Fossils can tell us what things that were alive at the time and might have been food sources. We know from fossils that there would have been leafy plants, some of which are alive today. These fossil plants include ferns, evergreen conifers, and members of the ginko family. Of course we also know what they did not eat in terms of vegetation. Dinosaurs did not eat grass, because we know grass evolved later, after dinosaurs were extinct.
Fossilized Bones have been found showing teeth marks on them. Fields were bones were strewn and broken, also indicated predation, as opposed to cases where animals died intact.
Correctly this is called “Coprolite”, and is fossilized dinosaur poop. The problem with analyzing it, is that paleobiologists cannot really be sure what dinosaur it came from. As such they often show what was eaten, rather than by whom it was eaten. Fragments of bones, such things as egg shells, and plant matter have been found in coprolites.

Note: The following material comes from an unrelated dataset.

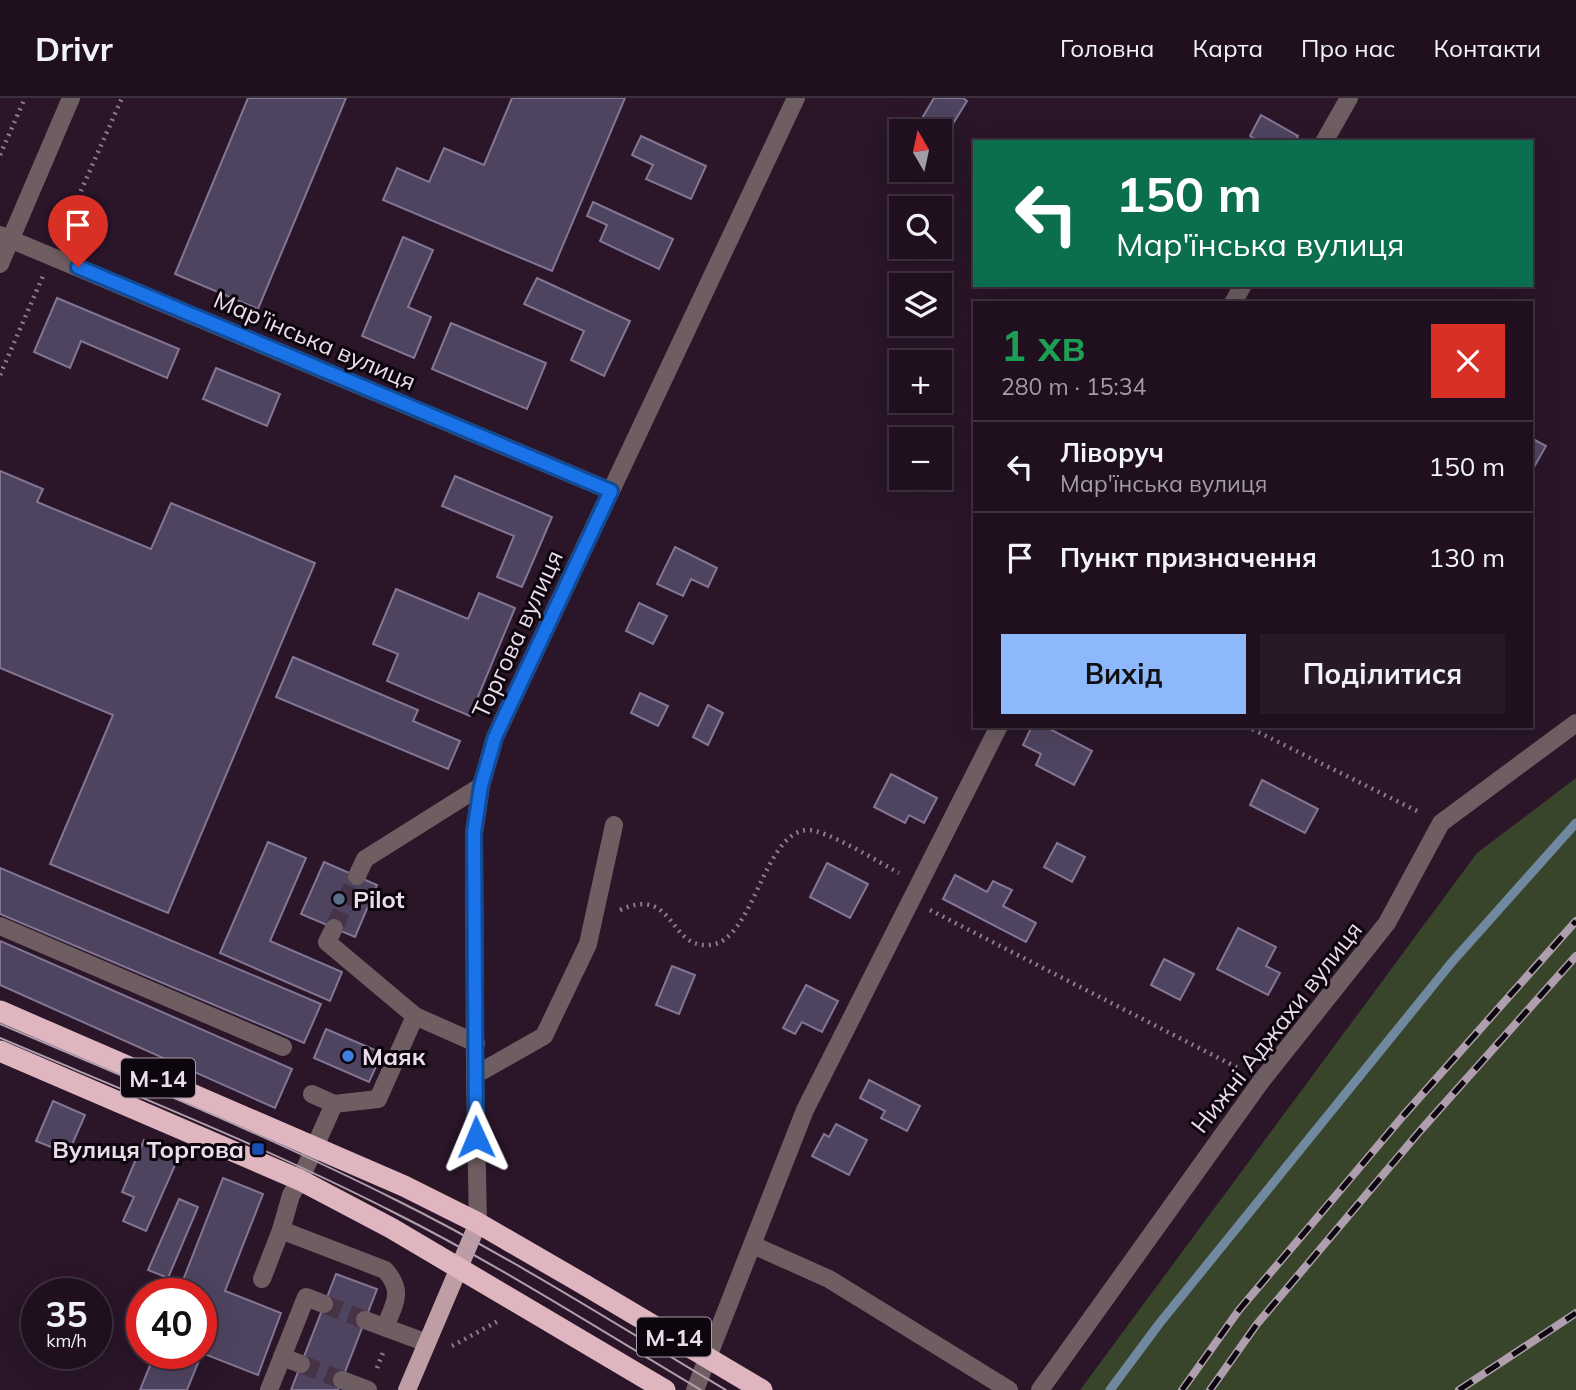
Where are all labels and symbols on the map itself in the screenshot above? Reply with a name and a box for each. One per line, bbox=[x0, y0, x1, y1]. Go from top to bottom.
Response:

We have found that some dinosaurs ate rocks, much like some birds do today. The rocks were not eaten as food, but were used in the stomach to grind up bits of food, mostly plants. These rocks have been found, and are smooth from the wear while in the stomach of the ancient beast.
-Observing Modern Animals
We know that animals eat what is easiest for them, a predator will find it easier to eat already killed, or scavenged meat. Plant eaters typically prefer fresh shoots and young saplings. We also know that plant eaters will eat insects simply by chance rather than choice.
-Just what did they Eat?
Most dinosaurs were strictly either carnivores, or herbivores, only a few species ate both types of food.
Some dinosaurs ate their own kind.
Most plant eating dinosaurs swallowed stones to help with digestion.

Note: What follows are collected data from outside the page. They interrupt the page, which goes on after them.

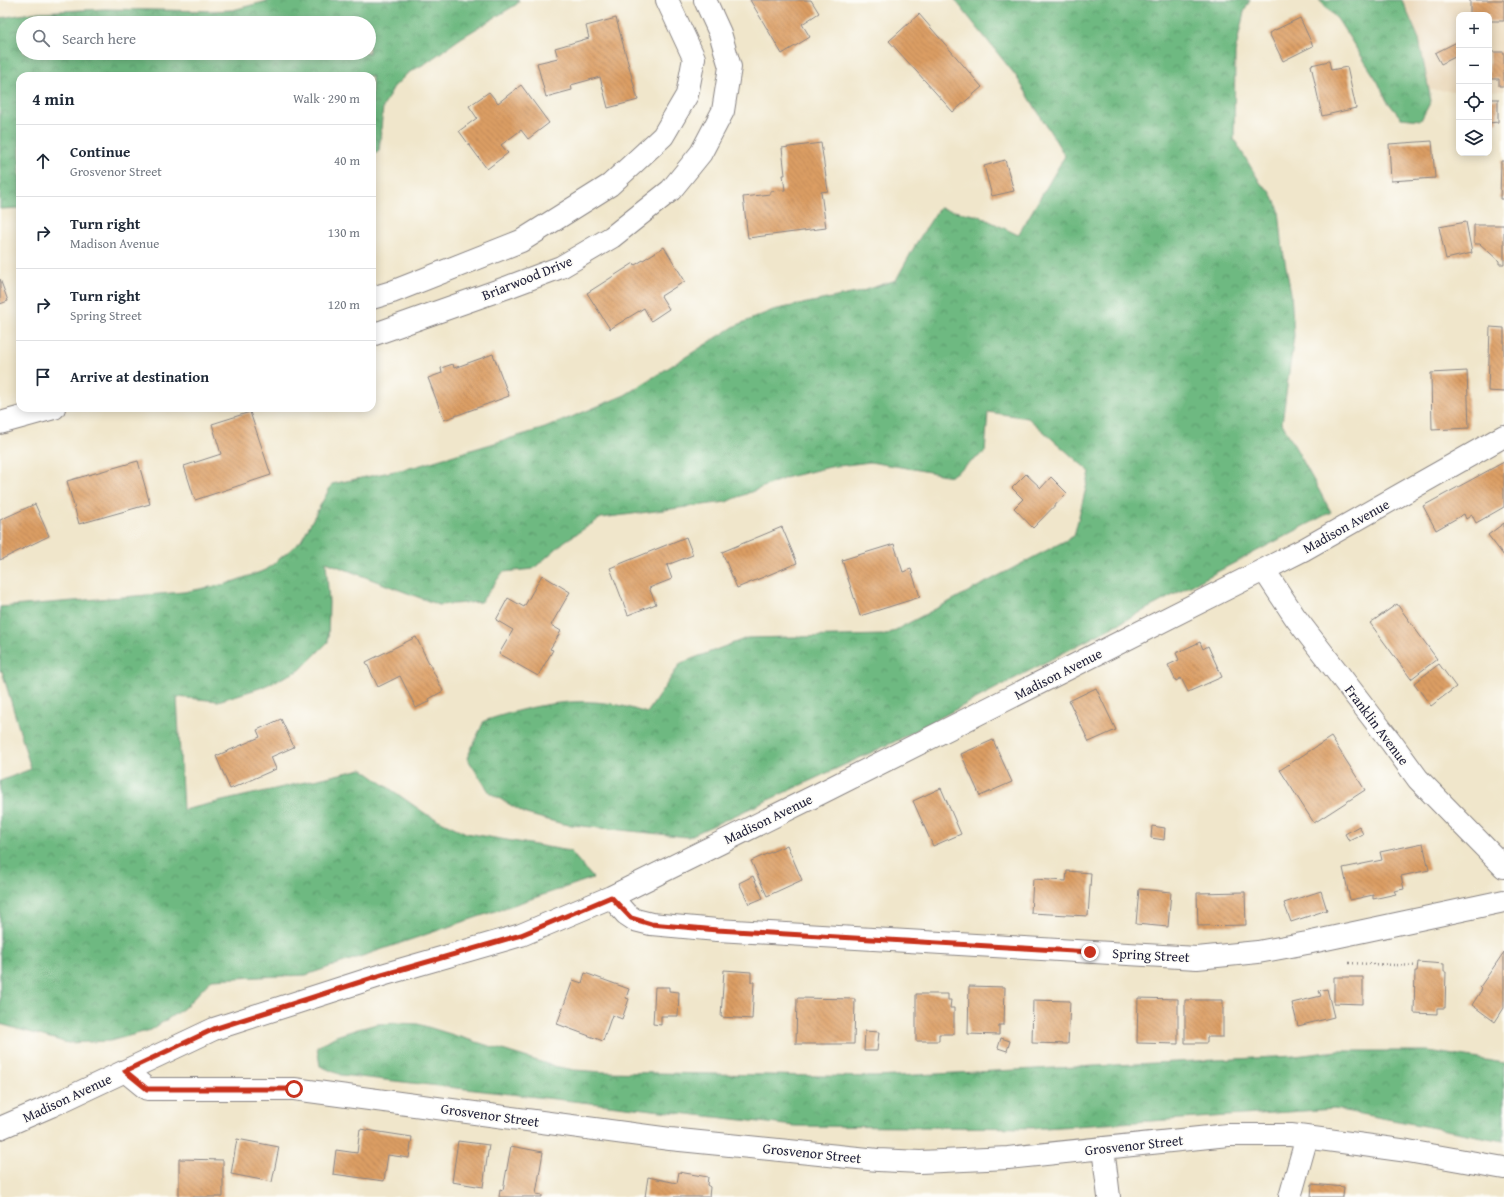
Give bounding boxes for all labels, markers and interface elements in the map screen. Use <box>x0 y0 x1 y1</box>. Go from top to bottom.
map controls <box>1456 12 1492 156</box>
button: + <box>1456 12 1492 48</box>
search box <box>16 16 376 60</box>
icon: search <box>30 27 52 49</box>
text: Search here <box>62 28 136 49</box>
button: − <box>1456 48 1492 84</box>
button: locate <box>1456 84 1492 120</box>
text: 4 min <box>32 86 74 111</box>
text: Walk · 290 m <box>293 89 360 108</box>
button: layers <box>1456 120 1492 156</box>
text: Continue <box>70 141 131 162</box>
icon: ahead <box>32 150 54 172</box>
text: 40 m <box>334 151 360 170</box>
text: Grosvenor Street <box>70 162 162 181</box>
text: Turn right <box>70 213 141 234</box>
icon: right <box>32 222 54 244</box>
text: 130 m <box>328 223 360 242</box>
text: Madison Avenue <box>70 234 159 253</box>
street label: Briarwood Drive <box>479 251 576 305</box>
text: Turn right <box>70 285 141 306</box>
icon: right <box>32 294 54 316</box>
text: 120 m <box>328 295 360 314</box>
text: Spring Street <box>70 306 142 325</box>
icon: arrive <box>32 366 54 388</box>
text: Arrive at destination <box>70 366 209 387</box>
street label: Madison Avenue <box>1299 494 1393 558</box>
street label: Madison Avenue <box>1011 643 1106 705</box>
street label: Franklin Avenue <box>1340 681 1414 770</box>
street label: Madison Avenue <box>720 789 816 849</box>
route end <box>1081 943 1099 961</box>
street label: Spring Street <box>1112 943 1190 967</box>
street label: Madison Avenue <box>19 1068 115 1127</box>
route start <box>285 1080 303 1098</box>
street label: Grosvenor Street <box>440 1098 540 1132</box>
street label: Grosvenor Street <box>1084 1130 1184 1160</box>
street label: Grosvenor Street <box>762 1138 862 1168</box>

There were about eight times as many plant eaters as there were meat eaters, and about twice as many species of plant eaters as there were meat eaters.
We know some dinosaurs ate other animals that were alive during various time periods, such as turtles, and other prehistoric beasts no longer alive today.
We know some ate eggs or insects, although not always intentionally.
We also know that we still have a lot to learn about how dinosaurs lived, how they made kills, and what they ate.